Z-Score Calculation Formula

  • Formula: z = \frac{x - \mu}{\sigma}

To visually see the general process to solving a z-score with the formula refer back to dry erase board notes with all the steps.

Understanding Standard Deviations

  • A z-score reflects how many standard deviations away a score lies from the mean:

    • Example interpretation: A z-score of 1.2 indicates a score that is 1.2 standard deviations above the mean.

  • Different measurements can yield higher or lower z-scores; thus, standardization allows meaningful comparisons (e.g., height vs. weight).

Converting Z-Scores back to Raw Scores

  • Reverse Calculation Formula: x = \mu + z \cdot \sigma

    • This is applicable whenever either a z-score or raw score needs to be found, depending on available data.

Z-Score Use in Standardized Testing

  • Application in testing (e.g., IQ tests) facilitates a clear understanding of performance relative to a population:

    • Classification of scores like 70 as indicators for intellectual development disorders emphasizing the significance of z-scores for diagnostic purposes.

Example problems

Example Problem 1: Calculating a Z-Score

Problem: A student scores 85 on a statistics exam. The class mean was 70 and the standard deviation was 10. What is the student's z-score?

Solution:

  1. Identify the given values:

    • Raw score (x) = 85

    • Mean (\mu) = 70

    • Standard deviation (\sigma) = 10

  2. Apply the z-score formula: z = \frac{x - \mu}{\sigma}

  3. Substitute the values: z = \frac{85 - 70}{10}

  4. Calculate the numerator: z = \frac{15}{10}

  5. Calculate the z-score: z = 1.5

Interpretation: The student's score of 85 is 1.5 standard deviations above the class mean. This is considered an above-average score.

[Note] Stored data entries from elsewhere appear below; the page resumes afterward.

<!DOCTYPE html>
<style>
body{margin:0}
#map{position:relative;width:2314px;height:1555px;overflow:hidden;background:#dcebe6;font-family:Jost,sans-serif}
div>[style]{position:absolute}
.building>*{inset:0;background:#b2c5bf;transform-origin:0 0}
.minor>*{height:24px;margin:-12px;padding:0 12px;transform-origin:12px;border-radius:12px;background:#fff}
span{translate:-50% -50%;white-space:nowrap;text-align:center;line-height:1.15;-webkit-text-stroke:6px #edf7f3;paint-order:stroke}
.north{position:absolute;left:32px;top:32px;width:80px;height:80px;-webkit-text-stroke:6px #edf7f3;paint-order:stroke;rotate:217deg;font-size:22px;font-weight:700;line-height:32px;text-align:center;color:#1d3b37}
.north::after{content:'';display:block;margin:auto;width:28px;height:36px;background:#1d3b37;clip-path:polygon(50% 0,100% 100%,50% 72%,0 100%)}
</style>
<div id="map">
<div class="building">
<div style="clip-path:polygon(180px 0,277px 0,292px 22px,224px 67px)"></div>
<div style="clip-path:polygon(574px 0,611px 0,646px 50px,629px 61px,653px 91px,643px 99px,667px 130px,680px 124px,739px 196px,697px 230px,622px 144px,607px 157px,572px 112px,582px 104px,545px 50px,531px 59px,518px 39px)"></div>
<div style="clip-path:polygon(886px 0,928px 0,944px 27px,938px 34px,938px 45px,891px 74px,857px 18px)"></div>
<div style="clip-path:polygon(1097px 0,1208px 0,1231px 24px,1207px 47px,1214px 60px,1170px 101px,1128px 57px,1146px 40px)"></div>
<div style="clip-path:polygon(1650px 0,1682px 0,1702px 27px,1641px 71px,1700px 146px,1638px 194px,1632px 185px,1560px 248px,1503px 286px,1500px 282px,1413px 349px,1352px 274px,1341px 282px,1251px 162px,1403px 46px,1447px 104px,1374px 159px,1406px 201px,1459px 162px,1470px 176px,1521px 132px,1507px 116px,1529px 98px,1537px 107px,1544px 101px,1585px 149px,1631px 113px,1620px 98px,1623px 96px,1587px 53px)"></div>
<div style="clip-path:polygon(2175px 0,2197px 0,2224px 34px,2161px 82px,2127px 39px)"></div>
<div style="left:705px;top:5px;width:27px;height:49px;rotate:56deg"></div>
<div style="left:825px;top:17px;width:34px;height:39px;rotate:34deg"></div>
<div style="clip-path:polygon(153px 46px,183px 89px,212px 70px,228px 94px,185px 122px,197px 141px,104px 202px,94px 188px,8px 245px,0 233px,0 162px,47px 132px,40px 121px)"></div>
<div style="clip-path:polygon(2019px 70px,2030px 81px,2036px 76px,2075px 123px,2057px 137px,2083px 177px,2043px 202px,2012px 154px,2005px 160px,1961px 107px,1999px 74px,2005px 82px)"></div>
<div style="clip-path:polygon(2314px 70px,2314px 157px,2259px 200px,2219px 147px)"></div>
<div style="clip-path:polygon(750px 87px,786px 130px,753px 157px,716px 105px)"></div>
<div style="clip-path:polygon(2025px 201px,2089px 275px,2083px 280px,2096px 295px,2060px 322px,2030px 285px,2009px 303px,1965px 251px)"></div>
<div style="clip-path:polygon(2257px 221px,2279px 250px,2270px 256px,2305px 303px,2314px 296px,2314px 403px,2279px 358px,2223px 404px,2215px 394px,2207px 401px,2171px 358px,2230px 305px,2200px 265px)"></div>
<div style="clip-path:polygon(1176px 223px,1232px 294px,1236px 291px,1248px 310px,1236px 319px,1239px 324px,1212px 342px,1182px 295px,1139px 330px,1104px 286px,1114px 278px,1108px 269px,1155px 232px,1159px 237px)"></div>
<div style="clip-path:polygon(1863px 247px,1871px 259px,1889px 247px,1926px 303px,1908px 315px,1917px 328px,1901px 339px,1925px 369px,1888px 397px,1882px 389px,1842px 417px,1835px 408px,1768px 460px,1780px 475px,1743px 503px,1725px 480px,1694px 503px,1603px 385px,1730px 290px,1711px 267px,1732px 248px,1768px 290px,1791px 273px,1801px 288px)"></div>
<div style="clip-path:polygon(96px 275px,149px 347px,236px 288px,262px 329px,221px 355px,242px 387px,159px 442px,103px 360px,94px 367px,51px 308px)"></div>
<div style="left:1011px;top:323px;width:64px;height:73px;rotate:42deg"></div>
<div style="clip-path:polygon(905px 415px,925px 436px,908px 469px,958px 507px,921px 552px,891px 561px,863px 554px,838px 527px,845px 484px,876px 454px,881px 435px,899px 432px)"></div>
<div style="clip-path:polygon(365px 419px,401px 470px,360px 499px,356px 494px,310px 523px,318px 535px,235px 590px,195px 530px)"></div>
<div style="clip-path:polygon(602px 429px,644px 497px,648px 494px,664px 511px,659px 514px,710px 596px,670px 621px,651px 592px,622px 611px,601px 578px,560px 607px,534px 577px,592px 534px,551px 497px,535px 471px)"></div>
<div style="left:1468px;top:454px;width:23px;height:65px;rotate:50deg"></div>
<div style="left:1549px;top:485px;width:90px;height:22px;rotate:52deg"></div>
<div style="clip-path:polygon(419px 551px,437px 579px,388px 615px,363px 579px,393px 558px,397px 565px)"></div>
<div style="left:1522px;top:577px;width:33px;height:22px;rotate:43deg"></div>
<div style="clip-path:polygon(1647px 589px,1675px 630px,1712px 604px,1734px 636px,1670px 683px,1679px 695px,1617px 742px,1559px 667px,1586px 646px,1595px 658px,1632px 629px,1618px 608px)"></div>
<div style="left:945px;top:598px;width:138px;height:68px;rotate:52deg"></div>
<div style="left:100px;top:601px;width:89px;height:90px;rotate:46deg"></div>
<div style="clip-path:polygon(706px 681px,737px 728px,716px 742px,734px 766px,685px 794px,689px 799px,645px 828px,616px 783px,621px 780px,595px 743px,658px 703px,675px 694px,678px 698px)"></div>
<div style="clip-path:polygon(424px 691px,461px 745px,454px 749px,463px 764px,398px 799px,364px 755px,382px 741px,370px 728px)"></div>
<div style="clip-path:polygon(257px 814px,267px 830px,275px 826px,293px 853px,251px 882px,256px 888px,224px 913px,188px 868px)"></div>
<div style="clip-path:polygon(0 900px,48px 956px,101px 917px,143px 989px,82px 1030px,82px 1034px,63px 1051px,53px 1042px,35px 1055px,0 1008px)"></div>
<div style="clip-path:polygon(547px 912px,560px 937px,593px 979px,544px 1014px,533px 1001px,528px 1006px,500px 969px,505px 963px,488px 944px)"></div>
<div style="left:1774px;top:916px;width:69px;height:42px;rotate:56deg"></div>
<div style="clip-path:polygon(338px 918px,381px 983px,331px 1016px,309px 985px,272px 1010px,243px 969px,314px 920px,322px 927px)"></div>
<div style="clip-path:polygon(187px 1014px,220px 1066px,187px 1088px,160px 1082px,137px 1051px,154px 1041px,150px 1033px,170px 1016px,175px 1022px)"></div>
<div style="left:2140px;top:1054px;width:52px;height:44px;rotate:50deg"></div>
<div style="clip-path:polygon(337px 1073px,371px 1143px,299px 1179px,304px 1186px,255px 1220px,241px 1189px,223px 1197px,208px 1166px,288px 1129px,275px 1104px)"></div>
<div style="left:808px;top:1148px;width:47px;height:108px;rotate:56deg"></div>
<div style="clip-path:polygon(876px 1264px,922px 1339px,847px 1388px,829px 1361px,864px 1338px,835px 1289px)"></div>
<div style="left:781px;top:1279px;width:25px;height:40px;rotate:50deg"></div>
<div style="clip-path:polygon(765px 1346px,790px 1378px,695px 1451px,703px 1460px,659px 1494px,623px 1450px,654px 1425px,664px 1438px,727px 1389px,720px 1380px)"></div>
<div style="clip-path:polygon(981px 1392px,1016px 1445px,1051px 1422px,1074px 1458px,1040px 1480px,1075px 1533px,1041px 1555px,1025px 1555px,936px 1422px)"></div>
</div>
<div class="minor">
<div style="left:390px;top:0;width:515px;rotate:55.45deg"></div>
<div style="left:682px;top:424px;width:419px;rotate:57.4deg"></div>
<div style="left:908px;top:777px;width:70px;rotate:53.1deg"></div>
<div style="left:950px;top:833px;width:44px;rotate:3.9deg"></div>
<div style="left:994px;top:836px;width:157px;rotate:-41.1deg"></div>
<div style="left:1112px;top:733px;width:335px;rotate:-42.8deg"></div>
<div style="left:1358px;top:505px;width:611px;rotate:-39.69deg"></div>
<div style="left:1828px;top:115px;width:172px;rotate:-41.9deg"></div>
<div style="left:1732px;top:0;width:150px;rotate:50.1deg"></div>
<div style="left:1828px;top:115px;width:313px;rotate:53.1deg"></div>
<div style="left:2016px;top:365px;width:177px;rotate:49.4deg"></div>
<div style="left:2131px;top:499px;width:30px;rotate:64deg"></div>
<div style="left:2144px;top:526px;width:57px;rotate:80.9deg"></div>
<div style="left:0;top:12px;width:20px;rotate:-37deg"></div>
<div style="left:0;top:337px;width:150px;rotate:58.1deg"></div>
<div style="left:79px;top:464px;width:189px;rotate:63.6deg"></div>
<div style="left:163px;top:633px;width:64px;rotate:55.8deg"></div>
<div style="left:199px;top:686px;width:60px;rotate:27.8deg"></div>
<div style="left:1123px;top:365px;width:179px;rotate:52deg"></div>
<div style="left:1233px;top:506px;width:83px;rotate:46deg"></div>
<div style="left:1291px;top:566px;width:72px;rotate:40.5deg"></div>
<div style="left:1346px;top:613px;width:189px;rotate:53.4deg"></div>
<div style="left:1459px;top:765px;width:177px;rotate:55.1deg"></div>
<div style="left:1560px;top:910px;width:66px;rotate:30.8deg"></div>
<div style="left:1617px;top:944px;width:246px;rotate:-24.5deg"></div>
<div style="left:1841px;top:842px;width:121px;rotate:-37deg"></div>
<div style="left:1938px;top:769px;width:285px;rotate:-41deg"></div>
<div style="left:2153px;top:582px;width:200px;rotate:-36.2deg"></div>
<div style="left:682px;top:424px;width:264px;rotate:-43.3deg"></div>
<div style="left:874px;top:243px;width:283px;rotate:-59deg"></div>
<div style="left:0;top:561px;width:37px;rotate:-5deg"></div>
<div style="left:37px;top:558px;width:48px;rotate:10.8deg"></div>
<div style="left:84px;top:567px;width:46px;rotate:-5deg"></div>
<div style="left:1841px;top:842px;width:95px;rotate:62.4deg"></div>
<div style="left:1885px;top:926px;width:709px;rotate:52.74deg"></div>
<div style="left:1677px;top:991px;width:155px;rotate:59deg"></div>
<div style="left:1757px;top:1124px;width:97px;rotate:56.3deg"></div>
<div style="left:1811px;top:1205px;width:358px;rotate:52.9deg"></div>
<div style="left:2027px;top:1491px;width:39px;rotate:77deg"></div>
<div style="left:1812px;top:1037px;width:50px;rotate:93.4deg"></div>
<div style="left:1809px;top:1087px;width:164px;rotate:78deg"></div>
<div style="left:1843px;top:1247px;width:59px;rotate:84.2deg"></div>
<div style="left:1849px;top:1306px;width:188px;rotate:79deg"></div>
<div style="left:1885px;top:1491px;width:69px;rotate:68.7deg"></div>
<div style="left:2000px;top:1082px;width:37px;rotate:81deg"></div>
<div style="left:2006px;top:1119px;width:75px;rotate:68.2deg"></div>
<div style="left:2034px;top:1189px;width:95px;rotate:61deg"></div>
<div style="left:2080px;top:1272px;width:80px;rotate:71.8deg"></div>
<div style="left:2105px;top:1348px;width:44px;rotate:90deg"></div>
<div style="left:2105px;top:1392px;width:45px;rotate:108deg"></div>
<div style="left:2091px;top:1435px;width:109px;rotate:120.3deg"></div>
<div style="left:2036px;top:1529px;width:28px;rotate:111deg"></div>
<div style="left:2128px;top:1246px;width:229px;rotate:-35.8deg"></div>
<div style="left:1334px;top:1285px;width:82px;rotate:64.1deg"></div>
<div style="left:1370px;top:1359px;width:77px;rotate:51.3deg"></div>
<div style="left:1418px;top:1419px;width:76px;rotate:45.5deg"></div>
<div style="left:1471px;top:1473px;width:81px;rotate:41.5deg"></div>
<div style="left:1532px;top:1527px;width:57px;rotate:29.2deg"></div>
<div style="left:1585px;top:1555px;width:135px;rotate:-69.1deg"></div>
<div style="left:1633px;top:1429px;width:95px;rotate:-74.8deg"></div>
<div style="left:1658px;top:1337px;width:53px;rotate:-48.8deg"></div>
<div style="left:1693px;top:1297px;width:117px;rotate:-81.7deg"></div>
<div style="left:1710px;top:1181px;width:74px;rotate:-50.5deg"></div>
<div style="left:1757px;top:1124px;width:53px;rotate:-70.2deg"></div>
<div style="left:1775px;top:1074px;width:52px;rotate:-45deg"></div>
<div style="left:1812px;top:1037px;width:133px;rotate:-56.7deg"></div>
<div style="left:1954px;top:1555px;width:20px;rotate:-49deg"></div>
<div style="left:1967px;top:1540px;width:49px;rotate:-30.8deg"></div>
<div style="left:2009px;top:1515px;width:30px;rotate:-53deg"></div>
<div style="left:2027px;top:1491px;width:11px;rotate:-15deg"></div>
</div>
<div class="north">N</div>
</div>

Example Problem 2: Calculating a Raw Score from a Z-Score

Problem: On a standardized IQ test, the mean is 100 with a standard deviation of 15. If a person has a z-score of -0.8, what is their raw IQ score?

Solution:

  1. Identify the given values:

    • Z-score (z) = -0.8

    • Mean (\mu) = 100

    • Standard deviation (\sigma) = 15

  2. Apply the reverse calculation formula: x = \mu + z \cdot \sigma

  3. Substitute the values: x = 100 + (-0.8) \cdot 15

  4. Perform the multiplication: x = 100 - 12

  5. Calculate the raw score: x = 88

Interpretation: A person with a z-score of -0.8 has an IQ score of 88, which is 0.8 standard deviations below the mean IQ.

Example Problem 3: Comparing Scores from Different Distributions

Problem: John scored 60 on a math test where the mean was 50 and the standard deviation was 5. Sarah scored 80 on a science test where the mean was 70 and the standard deviation was 8. Who performed relatively better?

Solution:

To compare their performance, we need to convert both scores to z-scores.

For John (Math Test):

  1. Identify values: x = 60, \mu = 50, \sigma = 5

  2. Calculate z-score: z_{John} = \frac{60 - 50}{5} = \frac{10}{5} = 2.0

For Sarah (Science Test):

  1. Identify values: x = 80, \mu = 70, \sigma = 8

  2. Calculate z-score: z_{Sarah} = \frac{80 - 70}{8} = \frac{10}{8} = 1.25

Interpretation:

  • John's z-score is 2.0 , meaning he scored 2.0 standard deviations above the mean on his math test.

  • Sarah's z-score is 1.25 , meaning she scored 1.25 standard deviations above the mean on her science test.

Since John's z-score (2.0) is higher than Sarah's (1.25), John performed relatively better compared to his class, even though Sarah's raw score (80) was higher than John's (60).